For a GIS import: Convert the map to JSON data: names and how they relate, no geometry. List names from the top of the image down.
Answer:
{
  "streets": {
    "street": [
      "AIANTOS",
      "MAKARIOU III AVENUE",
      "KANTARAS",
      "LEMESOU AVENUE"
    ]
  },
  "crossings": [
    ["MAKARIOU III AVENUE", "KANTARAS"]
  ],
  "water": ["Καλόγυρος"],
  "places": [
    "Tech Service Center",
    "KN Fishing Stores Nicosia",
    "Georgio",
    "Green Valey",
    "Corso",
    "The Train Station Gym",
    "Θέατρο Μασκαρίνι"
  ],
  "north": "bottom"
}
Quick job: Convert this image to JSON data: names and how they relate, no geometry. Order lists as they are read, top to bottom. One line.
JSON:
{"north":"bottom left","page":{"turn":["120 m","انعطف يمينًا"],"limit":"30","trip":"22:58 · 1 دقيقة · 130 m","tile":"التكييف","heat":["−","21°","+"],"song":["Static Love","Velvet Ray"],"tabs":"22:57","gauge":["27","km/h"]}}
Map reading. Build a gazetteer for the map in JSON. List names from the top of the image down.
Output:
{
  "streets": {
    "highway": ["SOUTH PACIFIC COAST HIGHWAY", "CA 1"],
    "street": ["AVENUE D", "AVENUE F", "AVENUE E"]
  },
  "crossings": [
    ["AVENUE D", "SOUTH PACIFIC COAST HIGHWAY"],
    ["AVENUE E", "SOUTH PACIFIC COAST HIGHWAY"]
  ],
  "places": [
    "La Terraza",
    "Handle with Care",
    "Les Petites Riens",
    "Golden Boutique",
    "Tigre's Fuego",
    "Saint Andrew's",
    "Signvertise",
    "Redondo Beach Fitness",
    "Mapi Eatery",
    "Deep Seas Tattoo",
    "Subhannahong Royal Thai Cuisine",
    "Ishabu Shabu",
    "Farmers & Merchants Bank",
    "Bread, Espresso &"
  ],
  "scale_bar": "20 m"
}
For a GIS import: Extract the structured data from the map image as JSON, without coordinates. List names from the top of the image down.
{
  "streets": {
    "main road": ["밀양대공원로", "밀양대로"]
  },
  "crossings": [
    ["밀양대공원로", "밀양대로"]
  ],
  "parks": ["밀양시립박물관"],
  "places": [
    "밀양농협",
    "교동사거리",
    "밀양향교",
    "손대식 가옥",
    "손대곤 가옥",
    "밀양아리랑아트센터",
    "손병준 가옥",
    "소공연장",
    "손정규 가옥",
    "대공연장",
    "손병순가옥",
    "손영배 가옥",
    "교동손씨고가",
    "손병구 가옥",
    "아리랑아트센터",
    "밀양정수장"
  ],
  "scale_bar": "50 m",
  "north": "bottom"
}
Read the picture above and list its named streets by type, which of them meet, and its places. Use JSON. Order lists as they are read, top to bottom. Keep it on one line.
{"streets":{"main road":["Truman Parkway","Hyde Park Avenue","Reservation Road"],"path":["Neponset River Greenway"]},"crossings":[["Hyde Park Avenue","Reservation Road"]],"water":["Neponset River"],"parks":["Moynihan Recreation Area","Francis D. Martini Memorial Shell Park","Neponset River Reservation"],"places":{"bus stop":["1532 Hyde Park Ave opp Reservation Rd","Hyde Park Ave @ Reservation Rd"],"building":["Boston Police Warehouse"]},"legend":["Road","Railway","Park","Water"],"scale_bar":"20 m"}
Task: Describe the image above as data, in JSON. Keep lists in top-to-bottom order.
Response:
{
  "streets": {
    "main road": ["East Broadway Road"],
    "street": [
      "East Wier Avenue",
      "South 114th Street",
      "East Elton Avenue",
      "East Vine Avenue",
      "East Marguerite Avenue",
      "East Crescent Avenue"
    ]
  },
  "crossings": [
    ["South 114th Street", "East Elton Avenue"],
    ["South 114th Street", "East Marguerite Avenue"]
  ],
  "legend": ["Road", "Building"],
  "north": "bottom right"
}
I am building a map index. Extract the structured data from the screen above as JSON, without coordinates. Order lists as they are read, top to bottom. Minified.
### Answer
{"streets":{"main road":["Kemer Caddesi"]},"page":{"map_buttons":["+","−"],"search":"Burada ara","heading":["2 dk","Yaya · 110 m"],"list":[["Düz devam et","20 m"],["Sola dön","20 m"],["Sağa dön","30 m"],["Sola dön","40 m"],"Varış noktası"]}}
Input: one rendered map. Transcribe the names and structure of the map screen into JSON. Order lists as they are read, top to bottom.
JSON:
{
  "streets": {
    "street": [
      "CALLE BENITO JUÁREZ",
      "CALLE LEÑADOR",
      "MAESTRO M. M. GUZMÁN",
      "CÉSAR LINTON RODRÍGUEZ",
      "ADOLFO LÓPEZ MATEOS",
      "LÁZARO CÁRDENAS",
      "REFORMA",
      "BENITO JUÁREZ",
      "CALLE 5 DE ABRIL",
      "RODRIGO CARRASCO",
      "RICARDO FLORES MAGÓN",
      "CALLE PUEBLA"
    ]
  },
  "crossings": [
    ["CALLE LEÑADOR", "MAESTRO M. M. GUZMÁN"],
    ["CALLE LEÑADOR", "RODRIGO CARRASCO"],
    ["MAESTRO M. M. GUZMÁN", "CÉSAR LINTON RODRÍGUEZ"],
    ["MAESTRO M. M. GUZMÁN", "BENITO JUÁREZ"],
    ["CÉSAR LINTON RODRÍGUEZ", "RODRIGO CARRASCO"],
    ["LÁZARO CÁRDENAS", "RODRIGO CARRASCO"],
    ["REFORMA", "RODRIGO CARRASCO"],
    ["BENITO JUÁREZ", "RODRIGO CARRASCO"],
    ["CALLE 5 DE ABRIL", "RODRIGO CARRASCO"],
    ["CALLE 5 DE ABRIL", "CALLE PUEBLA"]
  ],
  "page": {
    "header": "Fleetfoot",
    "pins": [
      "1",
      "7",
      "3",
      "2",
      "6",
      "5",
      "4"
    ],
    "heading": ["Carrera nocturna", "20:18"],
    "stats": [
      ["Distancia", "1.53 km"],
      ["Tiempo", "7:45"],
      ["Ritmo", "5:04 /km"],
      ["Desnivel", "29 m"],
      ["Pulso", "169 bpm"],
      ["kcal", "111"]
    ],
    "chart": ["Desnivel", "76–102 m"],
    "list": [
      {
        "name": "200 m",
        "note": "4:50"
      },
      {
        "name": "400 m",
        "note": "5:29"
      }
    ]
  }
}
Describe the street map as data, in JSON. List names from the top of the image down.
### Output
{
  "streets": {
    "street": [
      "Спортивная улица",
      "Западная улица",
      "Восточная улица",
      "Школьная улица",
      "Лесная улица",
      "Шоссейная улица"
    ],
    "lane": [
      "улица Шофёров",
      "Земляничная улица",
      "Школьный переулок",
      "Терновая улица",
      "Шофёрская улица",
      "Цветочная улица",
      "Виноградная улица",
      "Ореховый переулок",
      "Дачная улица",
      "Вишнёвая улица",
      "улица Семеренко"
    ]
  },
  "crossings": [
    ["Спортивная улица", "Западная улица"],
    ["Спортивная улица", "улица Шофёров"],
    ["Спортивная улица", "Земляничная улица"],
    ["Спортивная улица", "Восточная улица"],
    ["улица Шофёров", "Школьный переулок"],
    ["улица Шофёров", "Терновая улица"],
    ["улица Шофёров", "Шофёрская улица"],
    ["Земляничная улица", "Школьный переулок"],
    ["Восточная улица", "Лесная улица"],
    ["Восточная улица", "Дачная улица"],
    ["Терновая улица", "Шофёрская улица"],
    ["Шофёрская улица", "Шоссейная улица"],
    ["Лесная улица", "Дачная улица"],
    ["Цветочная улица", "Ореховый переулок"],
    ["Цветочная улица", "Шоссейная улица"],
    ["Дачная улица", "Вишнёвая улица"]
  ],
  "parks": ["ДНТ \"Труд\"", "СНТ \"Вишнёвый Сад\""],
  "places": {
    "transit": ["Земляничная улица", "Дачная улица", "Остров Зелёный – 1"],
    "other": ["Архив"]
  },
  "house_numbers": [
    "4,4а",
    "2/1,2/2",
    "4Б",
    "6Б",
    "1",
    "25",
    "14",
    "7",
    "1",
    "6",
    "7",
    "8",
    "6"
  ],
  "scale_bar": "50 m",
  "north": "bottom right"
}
════
Which lines in the listing hold the word "geometry"? Copy them out.

[ANSWER AREA]
For a GIS import: Convert the map to JSON data: names and how they relate, no geometry. List names from the top of the image down.
Quick job: Convert this image to JSON data: names and how they relate, no geometry. Order lists as they are read, top to bottom. One line.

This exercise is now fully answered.